- YOUR GOAL:
Retype every entry exactly, down to the last character.

TASK DATA below:

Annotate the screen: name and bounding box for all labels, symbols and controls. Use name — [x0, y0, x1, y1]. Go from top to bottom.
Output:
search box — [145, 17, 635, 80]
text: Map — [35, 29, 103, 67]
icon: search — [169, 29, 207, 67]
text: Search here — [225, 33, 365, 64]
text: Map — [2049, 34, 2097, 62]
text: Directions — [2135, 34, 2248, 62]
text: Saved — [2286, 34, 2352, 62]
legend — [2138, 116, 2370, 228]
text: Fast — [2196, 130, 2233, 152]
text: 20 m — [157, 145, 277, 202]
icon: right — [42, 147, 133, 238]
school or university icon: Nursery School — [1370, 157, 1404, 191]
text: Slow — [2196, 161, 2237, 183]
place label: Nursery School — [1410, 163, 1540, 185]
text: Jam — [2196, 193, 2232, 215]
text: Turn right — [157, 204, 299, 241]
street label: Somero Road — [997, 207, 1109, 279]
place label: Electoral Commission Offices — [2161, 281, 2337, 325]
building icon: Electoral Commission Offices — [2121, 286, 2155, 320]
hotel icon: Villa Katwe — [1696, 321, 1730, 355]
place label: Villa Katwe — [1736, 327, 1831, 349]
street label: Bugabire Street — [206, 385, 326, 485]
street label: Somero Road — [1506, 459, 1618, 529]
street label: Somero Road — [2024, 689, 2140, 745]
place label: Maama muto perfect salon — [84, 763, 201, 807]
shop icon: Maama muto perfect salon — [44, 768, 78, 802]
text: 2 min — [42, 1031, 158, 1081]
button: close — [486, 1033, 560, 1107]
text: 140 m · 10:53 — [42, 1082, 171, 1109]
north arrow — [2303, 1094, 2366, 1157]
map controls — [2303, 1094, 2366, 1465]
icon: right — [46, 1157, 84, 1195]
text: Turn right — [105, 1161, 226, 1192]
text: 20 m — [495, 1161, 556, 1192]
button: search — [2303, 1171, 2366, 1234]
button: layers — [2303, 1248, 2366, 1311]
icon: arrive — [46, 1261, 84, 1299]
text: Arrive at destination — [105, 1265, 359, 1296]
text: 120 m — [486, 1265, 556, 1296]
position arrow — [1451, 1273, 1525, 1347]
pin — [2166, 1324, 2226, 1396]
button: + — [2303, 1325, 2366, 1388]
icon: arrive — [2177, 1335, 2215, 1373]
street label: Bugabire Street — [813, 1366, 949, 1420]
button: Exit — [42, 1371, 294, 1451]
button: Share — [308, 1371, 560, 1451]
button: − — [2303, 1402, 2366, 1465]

End of TASK DATA.

- EXPECTED OUTPUT:
Annotate the screen: name and bounding box for all labels, symbols and controls. Use name — [x0, y0, x1, y1]. Go from top to bottom.
Output:
search box — [145, 17, 635, 80]
text: Map — [35, 29, 103, 67]
icon: search — [169, 29, 207, 67]
text: Search here — [225, 33, 365, 64]
text: Map — [2049, 34, 2097, 62]
text: Directions — [2135, 34, 2248, 62]
text: Saved — [2286, 34, 2352, 62]
legend — [2138, 116, 2370, 228]
text: Fast — [2196, 130, 2233, 152]
text: 20 m — [157, 145, 277, 202]
icon: right — [42, 147, 133, 238]
school or university icon: Nursery School — [1370, 157, 1404, 191]
text: Slow — [2196, 161, 2237, 183]
place label: Nursery School — [1410, 163, 1540, 185]
text: Jam — [2196, 193, 2232, 215]
text: Turn right — [157, 204, 299, 241]
street label: Somero Road — [997, 207, 1109, 279]
place label: Electoral Commission Offices — [2161, 281, 2337, 325]
building icon: Electoral Commission Offices — [2121, 286, 2155, 320]
hotel icon: Villa Katwe — [1696, 321, 1730, 355]
place label: Villa Katwe — [1736, 327, 1831, 349]
street label: Bugabire Street — [206, 385, 326, 485]
street label: Somero Road — [1506, 459, 1618, 529]
street label: Somero Road — [2024, 689, 2140, 745]
place label: Maama muto perfect salon — [84, 763, 201, 807]
shop icon: Maama muto perfect salon — [44, 768, 78, 802]
text: 2 min — [42, 1031, 158, 1081]
button: close — [486, 1033, 560, 1107]
text: 140 m · 10:53 — [42, 1082, 171, 1109]
north arrow — [2303, 1094, 2366, 1157]
map controls — [2303, 1094, 2366, 1465]
icon: right — [46, 1157, 84, 1195]
text: Turn right — [105, 1161, 226, 1192]
text: 20 m — [495, 1161, 556, 1192]
button: search — [2303, 1171, 2366, 1234]
button: layers — [2303, 1248, 2366, 1311]
icon: arrive — [46, 1261, 84, 1299]
text: Arrive at destination — [105, 1265, 359, 1296]
text: 120 m — [486, 1265, 556, 1296]
position arrow — [1451, 1273, 1525, 1347]
pin — [2166, 1324, 2226, 1396]
button: + — [2303, 1325, 2366, 1388]
icon: arrive — [2177, 1335, 2215, 1373]
street label: Bugabire Street — [813, 1366, 949, 1420]
button: Exit — [42, 1371, 294, 1451]
button: Share — [308, 1371, 560, 1451]
button: − — [2303, 1402, 2366, 1465]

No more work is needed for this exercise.